Practically, teams should define this in policy, then enforce it through workflow and evidence. The most reliable pattern is a termination or role-change workflow that automatically:

  • removes directory and application entitlements
  • disables badges, VPN, and remote access
  • revokes active sessions and tokens
  • confirms completion with logs or ticket closure
  • escalates exceptions when a system cannot be updated immediately

This aligns with the lifecycle emphasis in the NHI Lifecycle Management Guide, which treats provisioning and revocation as continuous control points rather than one-time administrative events. It also maps cleanly to the intent of the OWASP Non-Human Identity Top 10, because stale access is an identity risk even when the identity is not human. Hospitals should test termination paths the same way they test downtime procedures: by verifying that all high-risk systems actually close access, not just that a request was submitted. These controls tend to break down when legacy clinical platforms cannot consume central identity signals because manual exceptions then become the default instead of the exception.

Common Variations and Edge Cases

Tighter revocation often increases operational overhead, requiring hospitals to balance speed of offboarding against uptime for clinical and administrative systems.

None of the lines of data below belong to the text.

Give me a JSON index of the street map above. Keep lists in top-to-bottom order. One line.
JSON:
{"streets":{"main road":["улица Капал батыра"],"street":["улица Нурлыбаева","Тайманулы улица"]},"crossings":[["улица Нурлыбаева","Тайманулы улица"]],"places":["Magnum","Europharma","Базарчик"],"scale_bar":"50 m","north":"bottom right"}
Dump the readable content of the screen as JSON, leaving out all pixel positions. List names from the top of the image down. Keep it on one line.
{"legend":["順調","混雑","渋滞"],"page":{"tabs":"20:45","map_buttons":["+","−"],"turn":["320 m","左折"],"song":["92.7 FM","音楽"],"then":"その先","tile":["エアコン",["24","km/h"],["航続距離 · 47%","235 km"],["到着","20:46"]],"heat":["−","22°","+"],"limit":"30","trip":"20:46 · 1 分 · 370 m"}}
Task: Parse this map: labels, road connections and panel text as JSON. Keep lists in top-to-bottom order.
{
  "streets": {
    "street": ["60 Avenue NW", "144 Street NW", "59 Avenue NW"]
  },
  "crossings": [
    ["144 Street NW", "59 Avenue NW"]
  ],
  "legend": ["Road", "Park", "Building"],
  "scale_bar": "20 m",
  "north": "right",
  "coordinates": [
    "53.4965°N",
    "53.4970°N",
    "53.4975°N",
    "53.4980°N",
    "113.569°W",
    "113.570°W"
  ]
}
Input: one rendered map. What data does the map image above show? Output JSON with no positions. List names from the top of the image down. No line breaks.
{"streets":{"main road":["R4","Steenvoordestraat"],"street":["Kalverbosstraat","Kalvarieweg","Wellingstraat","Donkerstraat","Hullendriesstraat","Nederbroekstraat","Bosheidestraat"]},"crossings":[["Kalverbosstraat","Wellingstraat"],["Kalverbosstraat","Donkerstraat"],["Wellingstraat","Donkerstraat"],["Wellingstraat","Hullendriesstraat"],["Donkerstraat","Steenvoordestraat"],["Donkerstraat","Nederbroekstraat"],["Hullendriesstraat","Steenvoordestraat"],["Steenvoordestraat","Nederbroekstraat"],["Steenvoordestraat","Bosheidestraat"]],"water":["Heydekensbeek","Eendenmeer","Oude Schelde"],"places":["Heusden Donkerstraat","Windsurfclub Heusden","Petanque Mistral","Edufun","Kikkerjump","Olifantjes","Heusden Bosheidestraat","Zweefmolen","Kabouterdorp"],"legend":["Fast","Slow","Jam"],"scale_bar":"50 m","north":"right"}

That tradeoff becomes visible when a terminated clinician still needs limited chart access for legal or continuity reasons, or when facilities contractors need time-bounded badge access after a role change. Current guidance suggests those cases should be handled through documented exceptions, not informal delay.

There is no universal standard for this yet, but best practice is evolving toward short-lived exception windows, explicit approvers, and automatic expiry. Hospitals should avoid treating “temporary” access as a verbal agreement, because that creates invisible risk and weak evidence. One useful operational marker is whether the exception is time-boxed and reviewed, or whether it simply persists until someone remembers to remove it.

Where organisations struggle most is not the policy language, but the handoff between HR, identity teams, and application owners. The same lesson appears across NHI governance: if ownership is unclear, revocation drifts. NHI Management Group’s Top 10 NHI Issues shows that lifecycle gaps and excessive privilege are recurring failure modes, and the lesson translates directly to hospital access governance. In practice, ambiguity in ownership is what lets “active but should be closed” access survive routine audits.

Standards & Framework Alignment

This section maps relevant standards and security frameworks to the operational risks and controls described in this guidance.

OWASP Non-Human Identity Top 10 address the attack and risk surface, while NIST CSF 2.0, NIST SP 800-63, NIST Zero Trust (SP 800-207) and NIST AI RMF set the governance and control requirements practitioners need to meet.

Framework Control / Reference Relevance
NIST CSF 2.0 PR.AC-4 Addresses access management and revocation accountability during role changes and terminations.
OWASP Non-Human Identity Top 10 NHI-03 Lifecycle revocation failures mirror stale identity and secret issues in NHI programs.
NIST SP 800-63 Digital identity proofing and lifecycle governance inform accountable account disabling.
NIST Zero Trust (SP 800-207) SC.L2-3 Zero trust assumes access must be continuously validated and promptly withdrawn.
NIST AI RMF GOVERN Governance assigns ownership and accountability for access decisions and exceptions.

Assign named owners for access changes and verify every termination removes entitlements promptly.